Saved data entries
____________
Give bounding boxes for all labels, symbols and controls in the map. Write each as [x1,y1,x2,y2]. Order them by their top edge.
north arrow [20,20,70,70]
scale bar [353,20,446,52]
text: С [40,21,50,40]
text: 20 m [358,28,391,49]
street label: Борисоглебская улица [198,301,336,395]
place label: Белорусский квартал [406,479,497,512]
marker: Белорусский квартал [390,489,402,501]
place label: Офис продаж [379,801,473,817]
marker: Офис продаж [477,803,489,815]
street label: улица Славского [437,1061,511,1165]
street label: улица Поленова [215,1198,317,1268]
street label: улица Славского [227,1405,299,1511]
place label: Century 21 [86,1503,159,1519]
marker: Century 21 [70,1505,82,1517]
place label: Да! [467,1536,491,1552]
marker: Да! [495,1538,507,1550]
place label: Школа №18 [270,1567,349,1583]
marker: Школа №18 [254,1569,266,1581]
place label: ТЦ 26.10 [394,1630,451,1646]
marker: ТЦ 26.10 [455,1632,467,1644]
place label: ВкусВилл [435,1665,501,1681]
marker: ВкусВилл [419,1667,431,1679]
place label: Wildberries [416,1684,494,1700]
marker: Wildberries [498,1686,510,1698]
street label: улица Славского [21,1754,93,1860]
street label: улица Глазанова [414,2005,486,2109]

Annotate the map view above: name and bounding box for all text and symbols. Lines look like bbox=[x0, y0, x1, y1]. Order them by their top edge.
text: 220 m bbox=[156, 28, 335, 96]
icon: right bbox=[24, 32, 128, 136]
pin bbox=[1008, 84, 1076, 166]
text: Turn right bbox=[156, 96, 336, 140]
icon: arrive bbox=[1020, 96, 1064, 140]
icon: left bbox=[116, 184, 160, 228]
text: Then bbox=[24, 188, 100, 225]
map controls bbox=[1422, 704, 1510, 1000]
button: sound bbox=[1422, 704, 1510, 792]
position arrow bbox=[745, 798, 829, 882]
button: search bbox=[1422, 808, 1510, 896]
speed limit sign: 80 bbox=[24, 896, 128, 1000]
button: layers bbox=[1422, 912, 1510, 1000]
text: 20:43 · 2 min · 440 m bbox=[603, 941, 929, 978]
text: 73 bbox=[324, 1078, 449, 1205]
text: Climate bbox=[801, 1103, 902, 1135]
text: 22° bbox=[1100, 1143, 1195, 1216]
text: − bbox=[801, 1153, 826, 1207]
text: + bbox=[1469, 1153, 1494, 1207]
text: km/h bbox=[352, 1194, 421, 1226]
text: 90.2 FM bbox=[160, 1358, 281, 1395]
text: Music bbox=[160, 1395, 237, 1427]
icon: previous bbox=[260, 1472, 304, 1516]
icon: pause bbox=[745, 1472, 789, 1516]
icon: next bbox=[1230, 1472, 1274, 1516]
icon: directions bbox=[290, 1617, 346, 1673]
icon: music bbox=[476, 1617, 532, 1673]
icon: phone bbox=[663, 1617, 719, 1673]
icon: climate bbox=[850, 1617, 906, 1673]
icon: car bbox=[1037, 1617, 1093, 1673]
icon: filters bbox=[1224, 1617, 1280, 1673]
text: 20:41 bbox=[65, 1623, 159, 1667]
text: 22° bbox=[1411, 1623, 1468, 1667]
____________
● **Directions**
Check each line of the records for "button" and copy the ones that contain it.

● **Reply to the task**
button: sound bbox=[1422, 704, 1510, 792]
button: search bbox=[1422, 808, 1510, 896]
button: layers bbox=[1422, 912, 1510, 1000]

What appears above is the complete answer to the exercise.